> **Exercise directions**
Pull out every line in the data that has the string "body" in it.

> **Given data**
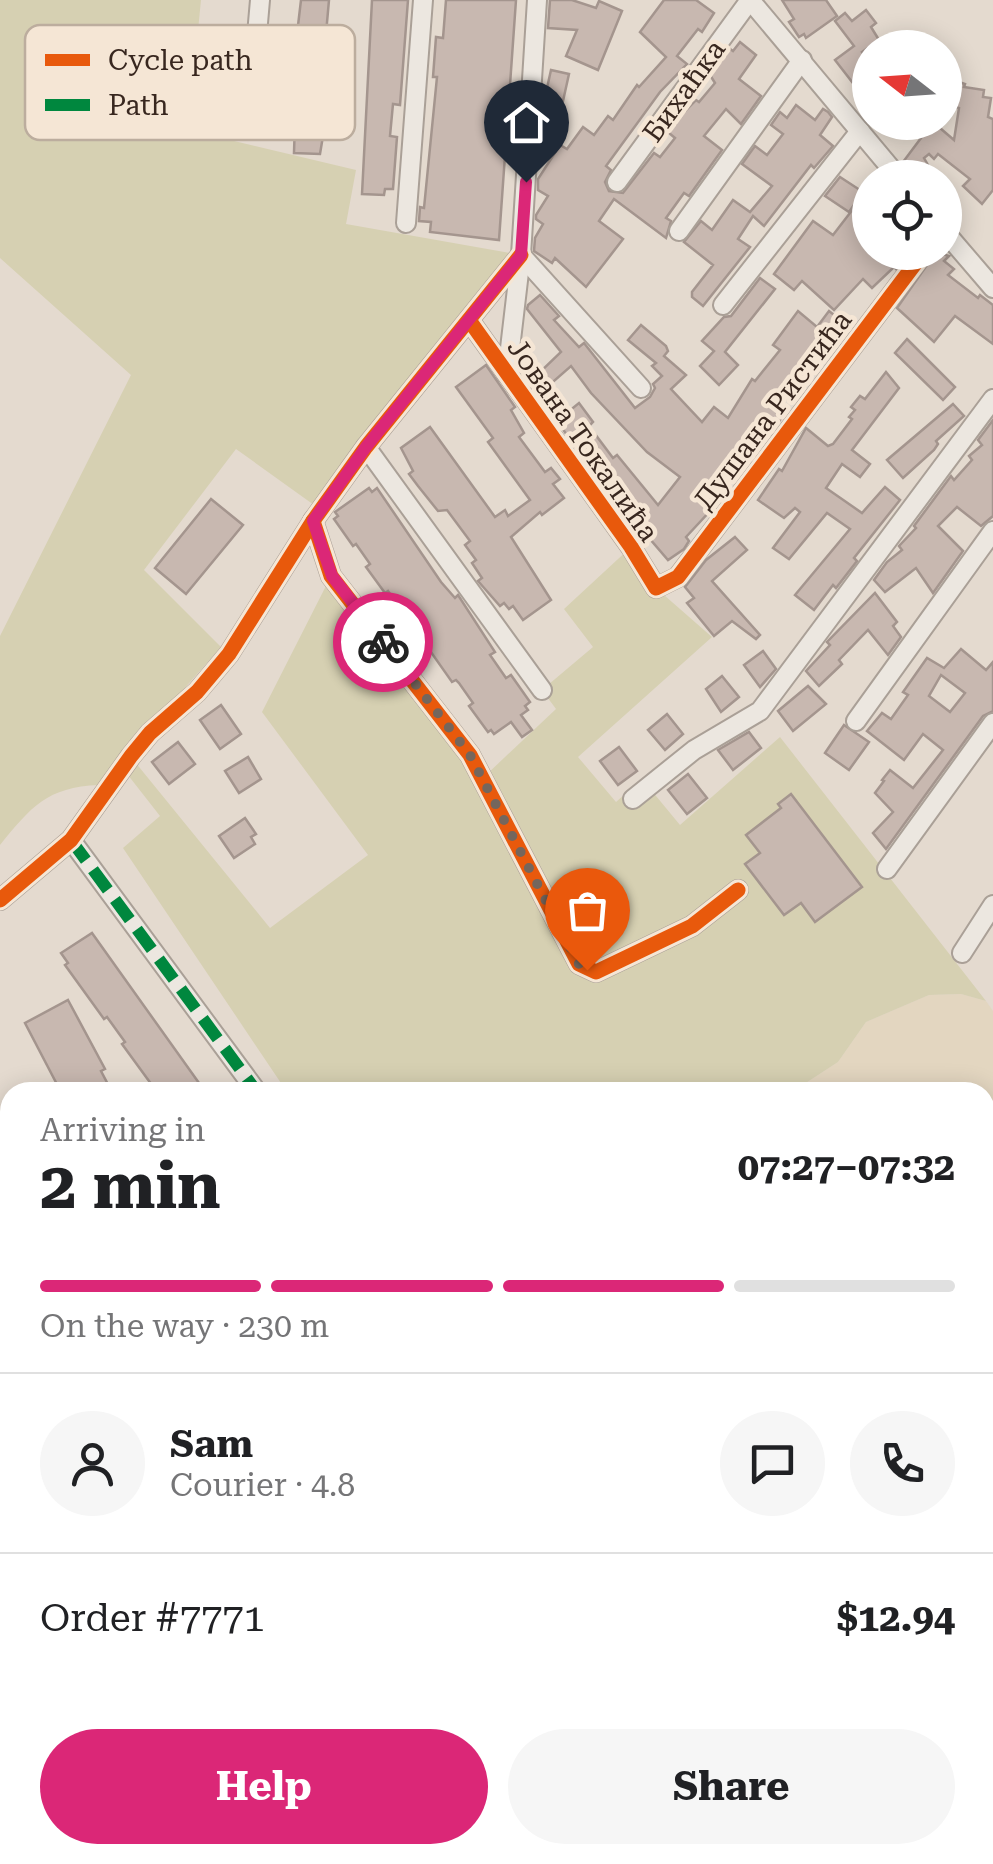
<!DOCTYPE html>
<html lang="en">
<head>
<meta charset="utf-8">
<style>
	:root { --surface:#fff; --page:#f6f6f6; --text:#202124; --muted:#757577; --line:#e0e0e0; --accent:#db2777 }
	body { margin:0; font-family:"Roboto Serif",serif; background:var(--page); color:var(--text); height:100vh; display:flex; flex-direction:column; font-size:38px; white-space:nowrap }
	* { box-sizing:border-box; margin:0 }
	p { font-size:32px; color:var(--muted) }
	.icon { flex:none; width:55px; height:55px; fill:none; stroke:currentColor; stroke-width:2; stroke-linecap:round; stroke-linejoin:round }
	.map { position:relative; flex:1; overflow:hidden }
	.sheet { position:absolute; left:0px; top:1082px; width:995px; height:782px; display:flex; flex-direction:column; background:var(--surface); border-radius:30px 30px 0 0; box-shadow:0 5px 25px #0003 }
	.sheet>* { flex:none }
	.needle { width:65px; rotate:287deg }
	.fabs { position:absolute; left:852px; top:30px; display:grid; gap:20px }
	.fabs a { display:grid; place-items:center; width:110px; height:110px; border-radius:50%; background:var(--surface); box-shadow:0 5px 25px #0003; font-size:50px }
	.pin { position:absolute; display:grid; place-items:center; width:85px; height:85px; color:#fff; margin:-102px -42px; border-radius:50% 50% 50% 0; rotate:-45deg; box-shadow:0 0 10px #0007 }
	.pin .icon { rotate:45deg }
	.courier { position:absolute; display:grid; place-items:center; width:100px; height:100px; margin:-50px; border:8px solid #db2777; border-radius:50%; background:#fff; color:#222; box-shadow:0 2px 12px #0007 }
	.summary em { font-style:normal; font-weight:700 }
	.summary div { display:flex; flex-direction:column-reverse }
	.summary { display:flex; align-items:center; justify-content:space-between; height:170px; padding:0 40px }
	h1 { font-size:65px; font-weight:700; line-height:75px }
	.bar { display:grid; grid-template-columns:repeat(4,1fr); gap:15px 10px; align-content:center; height:120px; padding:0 40px }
	.bar i { height:12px; border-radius:8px; background:var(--line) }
	.bar .current { background:var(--accent) }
	.bar p { grid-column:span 4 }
	.line { display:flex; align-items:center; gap:25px; padding:0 40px; border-top:2px solid var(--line) }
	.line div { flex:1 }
	.round { display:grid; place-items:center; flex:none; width:105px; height:105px; border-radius:52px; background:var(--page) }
	.action { display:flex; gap:20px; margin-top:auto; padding:20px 40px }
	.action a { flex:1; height:115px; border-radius:60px; background:var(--accent); color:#fff; font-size:40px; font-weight:700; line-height:115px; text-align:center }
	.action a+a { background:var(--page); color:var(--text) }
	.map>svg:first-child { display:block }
	.farmland { fill:#e3d6c0 }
	.green { fill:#d6d0b2 }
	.building { fill:#c8b8b0; stroke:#a4958e; stroke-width:2.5; fill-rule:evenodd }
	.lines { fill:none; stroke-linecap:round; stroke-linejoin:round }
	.street-casing { stroke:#aaa097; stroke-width:22 }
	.street { stroke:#ece7e0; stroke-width:18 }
	.quiet { stroke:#00873e; stroke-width:12; stroke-dasharray:25 12; stroke-linecap:butt }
	.cycleway-casing { stroke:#f5e6d5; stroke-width:21 }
	.cycleway { stroke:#e8590c; stroke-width:15 }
	.done { stroke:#74665d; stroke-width:10; stroke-dasharray:0 18 }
	.route { stroke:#db2777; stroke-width:12 }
	.labels { text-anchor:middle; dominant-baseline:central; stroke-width:9; stroke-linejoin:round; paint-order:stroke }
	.street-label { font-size:28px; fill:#38271f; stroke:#f5e6d5 }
	.key { fill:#f5e6d5; stroke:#bcad9e; stroke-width:2.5 }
	.key-label { font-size:28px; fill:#38271f }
</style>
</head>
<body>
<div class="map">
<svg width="993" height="1864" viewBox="0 0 993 1864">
	<rect width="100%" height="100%" fill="#e4dacf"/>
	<g class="farmland">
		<path d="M961,994L986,1001L993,1011V1336L985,1393V1092H792L838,1062L866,1022L929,995Z"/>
		<path d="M985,1671L993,1672V1829L985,1828Z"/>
		<path d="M985,1839L993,1840V1864H752L750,1855H985Z"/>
	</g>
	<g class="green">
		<path d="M0,0H201L190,111L230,140L356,170L346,224L521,255L366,447L314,505L236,449L144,570L221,647L99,785C47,787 31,807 0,845V636L131,375L0,258Z"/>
		<path d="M631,547L656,588L712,637L578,757L616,802L642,779L680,825L780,737L986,1001L961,994L929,995L866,1022L838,1062L792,1092H287L123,848L160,816L124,770L135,762L270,928L368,855L262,712L331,576L486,775L556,709L542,690L593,647L564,609Z"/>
	</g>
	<g class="building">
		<path d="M301,0H329L325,45L332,46L328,79L332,80L330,102L342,103L340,120L326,118L320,154L294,153L295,120L287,119Z"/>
		<path d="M372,0H408L400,105L393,104L390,136L397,137L393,189H385L384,195L362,194Z"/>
		<path d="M446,0H516L499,240L430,232L431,222L419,221L420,207L424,208L437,77H433L436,37L443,38Z"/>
		<path d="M550,0H572L596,8L599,1L622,11L598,70L566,56L577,30L548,28Z"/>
		<path d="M664,0H696L714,13L702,32L698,29L677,56L687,64L660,92L606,166L611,170L605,182L609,191L623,193L654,153L660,157L675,138L669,133L683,113L696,100L699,102L715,83L710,75L730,49L733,51L740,42L756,55L739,79L761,96L741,124L726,109L704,136L722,150L689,196L684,193L666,218L671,221L666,238L614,199L599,221L623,239L586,287L555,258L552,263L534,251L535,238L543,224L536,219V215L548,196L538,190V179L560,145L567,149L583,127L594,135L608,116L613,120L637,85L639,87L666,57L640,32Z"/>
		<path d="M782,0H826L837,16L806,38L804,34L799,37L789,22L794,19Z"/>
		<path d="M866,10L876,23L871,27L879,40L862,52L870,63V105L835,60L854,46L835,21L845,13L852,21Z"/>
		<path d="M551,70L569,74L563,101L545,97Z"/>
		<path d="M945,77L965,84L964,87L984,90L983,97L991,98L988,117L993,119V190L982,204L963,186L970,179L938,154L934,159L929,154L924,158L928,165L918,176L903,162L921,138L906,122H933L954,140L959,108L945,103Z"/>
		<path d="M796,105L815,120L823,109L828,112L832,117L820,135L833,146L814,168L811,165L764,226L753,216L738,239L750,247L703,306L692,297V292L713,265L684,242L701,221L712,230L733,200L750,212L772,186L742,164L755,146L767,155L783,134L771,125L780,112L787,118Z"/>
		<path d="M840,177L863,192L849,212L825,196Z"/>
		<path d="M853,209L870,225V252L907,253L896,269L894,267L872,288L863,279L834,310L802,281L794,290L774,274L813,221L833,235Z"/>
		<path d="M936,252L949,256L944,261L954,269L948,275L978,298L980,295L993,305V344L955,316L934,342L897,308Z"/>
		<path d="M760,278L775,289L725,352L738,365L719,385L700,366L714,351L702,341L724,317L731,316Z"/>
		<path d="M540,295L559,316L554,320L579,347L584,343L635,408L650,397L655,388L653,384L662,376L652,366L656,363L628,340L641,325L666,346L668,351L664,356L686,375L671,389L702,422L714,407L728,418L752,379L755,381L780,350L773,345L798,311L817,327L829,311L847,325L802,385L794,378L774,404L780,407L777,413L782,416L778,424L776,427L772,424L744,461L739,457L716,488L724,496L686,537L689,541L684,549L668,560L613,496L611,497L557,421L579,403L593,422L589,426L613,458L617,455L658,505L680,477L647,452L591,393L571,366L538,395L524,376L529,372L534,378L561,352L527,309L528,305Z"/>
		<path d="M907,339L955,387L943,400L895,353Z"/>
		<path d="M486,365L515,407L511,410L524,433L519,437L545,472L551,468L560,479L553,484L564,498L542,515L540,512L511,537L551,600L523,620L513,606L509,609L504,603L500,606L478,581L482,578L472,563L476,560L465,545L470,541L447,510L438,511L418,486L409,474L413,471L401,448L430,427L495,517L505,510L508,516L530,500L488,442L493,438L456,387Z"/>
		<path d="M886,372L899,388L852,450L870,464L860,477L842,464L826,488L862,513L885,487L900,500L854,558L857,561L836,588L833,585L814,610L795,595L850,529L827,513L789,559L773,548L800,512L795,508L784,518L758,500L779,469L782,471L806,428L828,446L833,444L852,419L849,417L855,410L851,407L860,396L865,399Z"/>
		<path d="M953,404L964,416L936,441L938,444L934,450L903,478L887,460Z"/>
		<path d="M993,420V516L981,526L957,507L938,526L963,551L933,593L916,568L885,592L874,580L887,562L902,550L899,546L916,528L914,526L951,476L954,480L972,460L969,456L982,445L978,440Z"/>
		<path d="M369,488L372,492L377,488L441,582L455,598L458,595L495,652L490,655L506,678L511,675L530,702L525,706L528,710L521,715L532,730L522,737L511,722L494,734L491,730L488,732L469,706L473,703L459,683L456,680L452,682L388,591L385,593L366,567L370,564L356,544L353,546L334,519L338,516L335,512Z"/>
		<path d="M211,499L243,525L186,594L155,568Z"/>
		<path d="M735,537L747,550L712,581L760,635L756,639L732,621L714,636L687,603L694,598L685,587L706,560Z"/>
		<path d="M875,593L897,622L893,626L901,637L888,655L868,630L839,660L842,664L819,686L806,671L830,645L827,642Z"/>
		<path d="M961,649L986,670L993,662V711L983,716L886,849L873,833L893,812L875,793L884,781L882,780L890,770L913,788L943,750L923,734L904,760L867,731L882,713L891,719L908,695L903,692L927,658L944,668ZM941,675L965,693L950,712L929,696Z"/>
		<path d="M763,651L776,669L760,687L744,665Z"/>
		<path d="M722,676L739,697L721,712L706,689Z"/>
		<path d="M808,686L826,704L793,731L778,711Z"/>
		<path d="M221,705L241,734L220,749L200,720Z"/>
		<path d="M667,714L683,734L665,750L648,730Z"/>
		<path d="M844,725L869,742L849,770L825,753Z"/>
		<path d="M749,732L761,748L733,770L718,750Z"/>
		<path d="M178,742L195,764L169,784L152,762Z"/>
		<path d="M619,747L637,771L618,785L600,761Z"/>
		<path d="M248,757L261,779L239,793L225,771Z"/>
		<path d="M688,774L707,798L687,814L668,790Z"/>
		<path d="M791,794L862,887L815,922L801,903L784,915L745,864L760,853L746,835L781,808L778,804Z"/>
		<path d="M245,818L256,834L251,837L255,844L234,858L219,836Z"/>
		<path d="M92,933L199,1083L187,1092H157L122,1044L125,1042L107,1017L104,1019L65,965L68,963L61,953Z"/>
		<path d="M68,1000L105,1069L101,1071L112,1092H61L25,1023Z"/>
	</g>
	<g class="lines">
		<defs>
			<g id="street">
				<path d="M750,0L899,178"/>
				<path d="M249,126L260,0"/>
				<path d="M617,182L750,0"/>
				<path d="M406,223L423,0"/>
				<path d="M679,231L802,60"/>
				<path d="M945,232L993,288"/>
				<path d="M521,255L641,388"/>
				<path d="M723,305L860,131"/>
				<path d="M469,320L631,547L656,588L678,577L924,252"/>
				<path d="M507,374L521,255L537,0"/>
				<path d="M366,447L542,690"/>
				<path d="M313,521L331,576L470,755L579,964L596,972L692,926L738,890"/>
				<path d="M856,721L993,531"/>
				<path d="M633,799L694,750L760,711L993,399"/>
				<path d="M71,840L257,1092"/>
				<path d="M887,869L993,723"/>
				<path d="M0,900L71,840L131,756L150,733L197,692L229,654L313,521L366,447L521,255"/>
				<path d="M962,953L993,905"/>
				<path d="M0,1589L10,1585"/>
				<path d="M0,1681L10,1676"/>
				<path d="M0,1771L10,1763"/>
				<path d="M10,1855L21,1864"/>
			</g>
		</defs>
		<use href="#street" class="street-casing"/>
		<use href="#street" class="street"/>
		<g class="quiet">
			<path d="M71,840L257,1092"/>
			<path d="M0,1589L10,1585"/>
		</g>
		<defs>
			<g id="cycleway">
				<path d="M469,320L631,547L656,588L678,577L924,252"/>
				<path d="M313,521L331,576L470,755L579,964L596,972L692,926L738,890"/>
				<path d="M0,900L71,840L131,756L150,733L197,692L229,654L313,521L366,447L521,255"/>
			</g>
		</defs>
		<use href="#cycleway" class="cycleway-casing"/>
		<use href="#cycleway" class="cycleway"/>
	</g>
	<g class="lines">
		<path class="done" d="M383,642L470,755L579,964L587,970"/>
		<path class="route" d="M383,642L332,576L313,521L366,447L521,255L526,182"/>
	</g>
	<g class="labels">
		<g class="street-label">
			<text transform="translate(684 91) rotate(-54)">Бихаћка</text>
			<text transform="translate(773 410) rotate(-53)">Душана Ристића</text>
			<text transform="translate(583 440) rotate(55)">Јована Токалића</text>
		</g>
	</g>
	<rect x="25" y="25" width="330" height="115" rx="15" class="key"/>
	<rect x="45" y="54" width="45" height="12" fill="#e8590c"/>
	<rect x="45" y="99" width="45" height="12" fill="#00873e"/>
	<g class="key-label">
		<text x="108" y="70">Cycle path</text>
		<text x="108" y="115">Path</text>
	</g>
</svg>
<div class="fabs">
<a><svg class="needle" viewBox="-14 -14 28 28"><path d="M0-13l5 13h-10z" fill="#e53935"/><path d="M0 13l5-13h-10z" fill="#757577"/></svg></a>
<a><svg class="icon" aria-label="locate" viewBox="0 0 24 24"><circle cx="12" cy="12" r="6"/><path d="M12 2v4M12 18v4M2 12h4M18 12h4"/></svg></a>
</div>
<div class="pin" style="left:587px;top:970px;background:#ea580c"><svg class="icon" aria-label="bag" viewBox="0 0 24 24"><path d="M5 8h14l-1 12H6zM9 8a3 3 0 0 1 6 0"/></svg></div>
<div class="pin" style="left:526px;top:182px;background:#1f2937"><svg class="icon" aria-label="home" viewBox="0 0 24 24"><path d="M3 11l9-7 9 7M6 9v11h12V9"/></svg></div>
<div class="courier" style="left:383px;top:642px"><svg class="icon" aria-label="bike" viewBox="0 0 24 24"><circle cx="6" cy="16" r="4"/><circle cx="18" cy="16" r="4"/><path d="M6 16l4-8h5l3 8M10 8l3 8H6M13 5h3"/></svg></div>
<section class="sheet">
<div class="summary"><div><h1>2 min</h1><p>Arriving in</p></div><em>07:27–07:32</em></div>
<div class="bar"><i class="current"></i><i class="current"></i><i class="current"></i><i></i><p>On the way · 230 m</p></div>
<div class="line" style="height:180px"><a class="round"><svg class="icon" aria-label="person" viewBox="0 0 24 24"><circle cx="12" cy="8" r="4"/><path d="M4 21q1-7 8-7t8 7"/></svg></a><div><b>Sam</b><p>Courier · 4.8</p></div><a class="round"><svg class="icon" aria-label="chat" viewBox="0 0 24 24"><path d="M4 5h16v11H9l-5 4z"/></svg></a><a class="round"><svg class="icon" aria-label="phone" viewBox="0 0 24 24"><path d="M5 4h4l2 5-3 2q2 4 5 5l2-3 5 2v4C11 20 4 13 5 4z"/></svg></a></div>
<div class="line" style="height:130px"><div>Order #7771</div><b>$12.94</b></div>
<div class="action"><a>Help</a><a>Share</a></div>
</section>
</div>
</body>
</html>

> **Answer space**
	body { margin:0; font-family:"Roboto Serif",serif; background:var(--page); color:var(--text); height:100vh; display:flex; flex-direction:column; font-size:38px; white-space:nowrap }
<body>
</body>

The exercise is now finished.